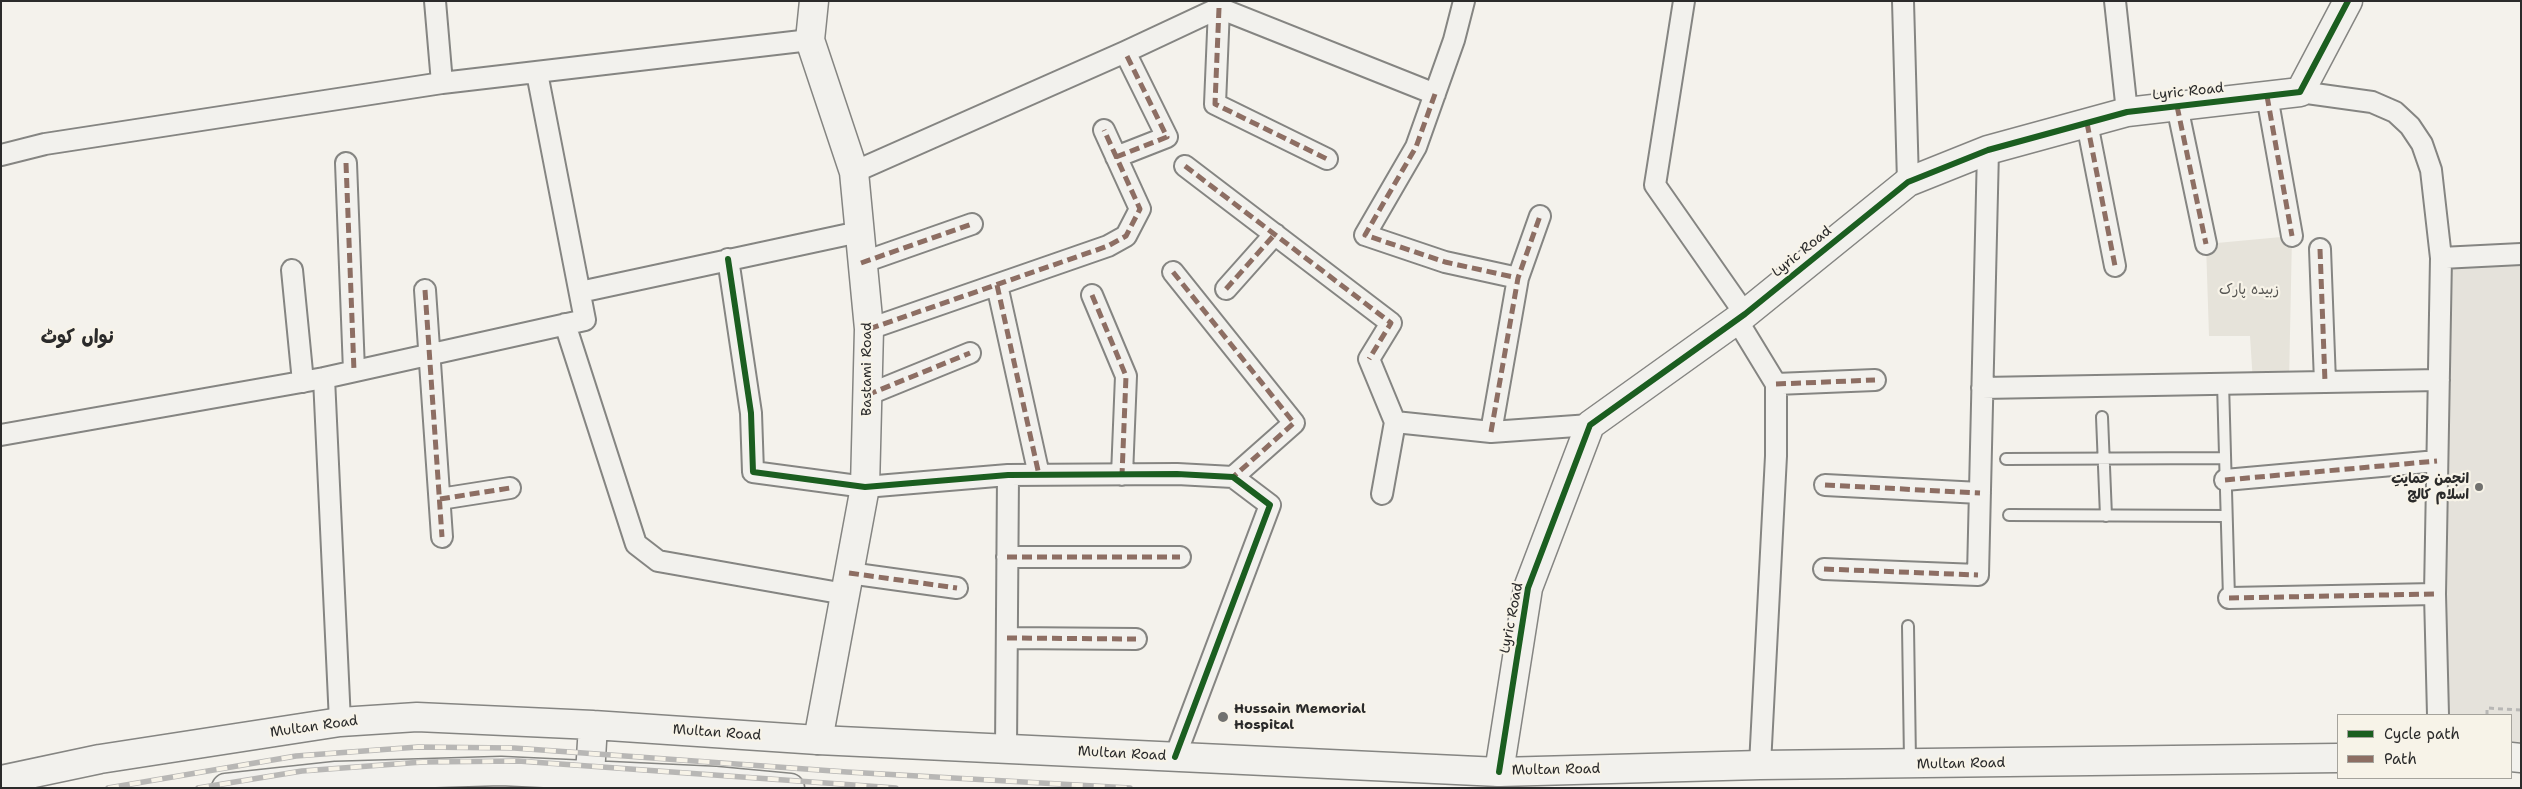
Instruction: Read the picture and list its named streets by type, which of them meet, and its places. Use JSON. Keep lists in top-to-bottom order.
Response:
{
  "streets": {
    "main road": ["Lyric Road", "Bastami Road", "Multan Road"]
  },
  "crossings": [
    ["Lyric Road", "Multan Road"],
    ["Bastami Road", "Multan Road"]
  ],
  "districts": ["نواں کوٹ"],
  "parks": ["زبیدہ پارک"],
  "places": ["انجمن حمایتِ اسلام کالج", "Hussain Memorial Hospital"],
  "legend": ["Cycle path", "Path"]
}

****

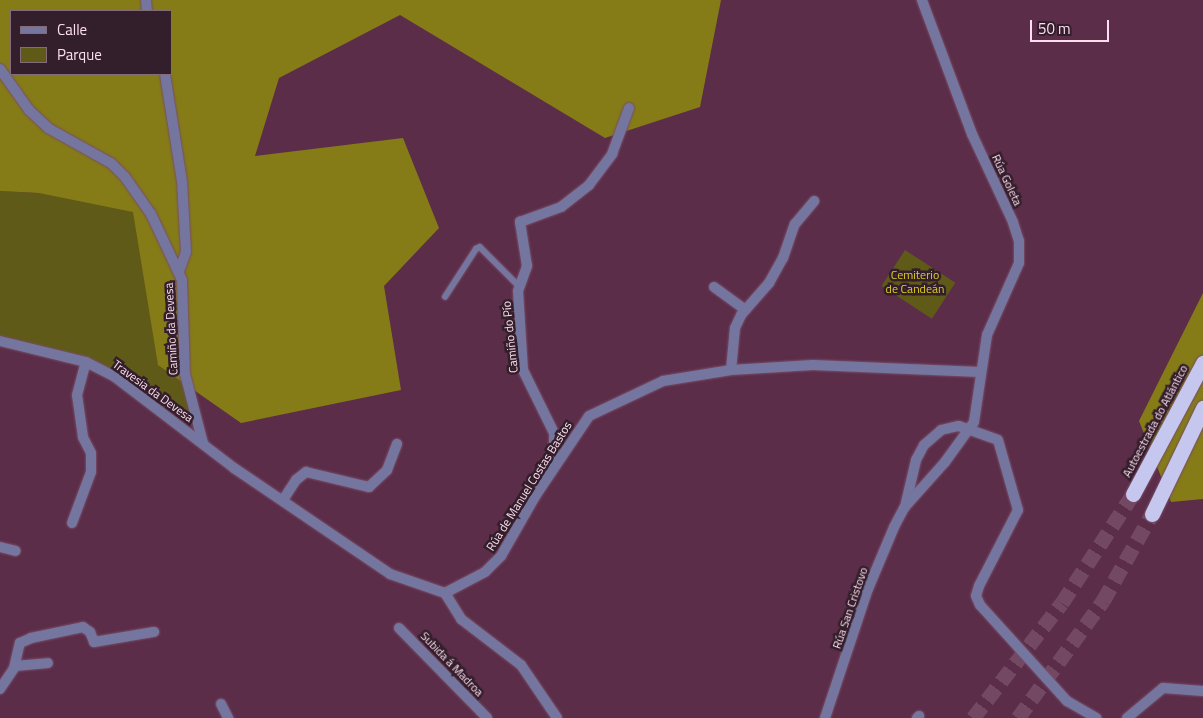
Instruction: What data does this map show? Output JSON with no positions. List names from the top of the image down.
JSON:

****

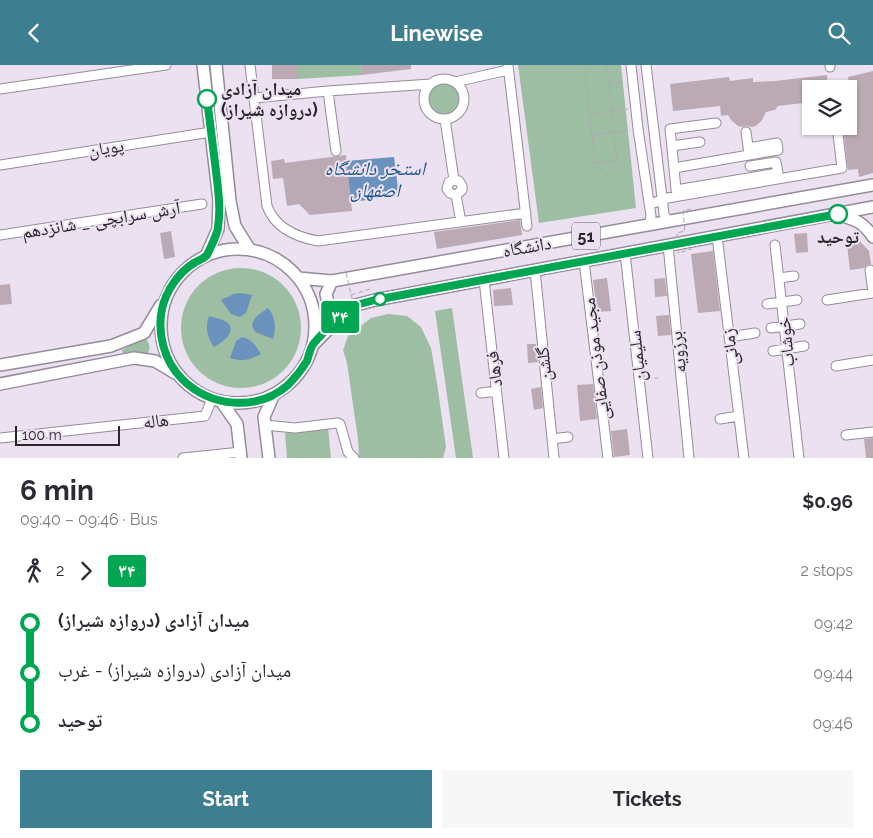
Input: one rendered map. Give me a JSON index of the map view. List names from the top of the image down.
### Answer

****

**Goal of the exercise:** Take every line above that includes the string "down" and return it.

**The answer:**
Instruction: What data does this map show? Output JSON with no positions. List names from the top of the image down.
Input: one rendered map. Give me a JSON index of the map view. List names from the top of the image down.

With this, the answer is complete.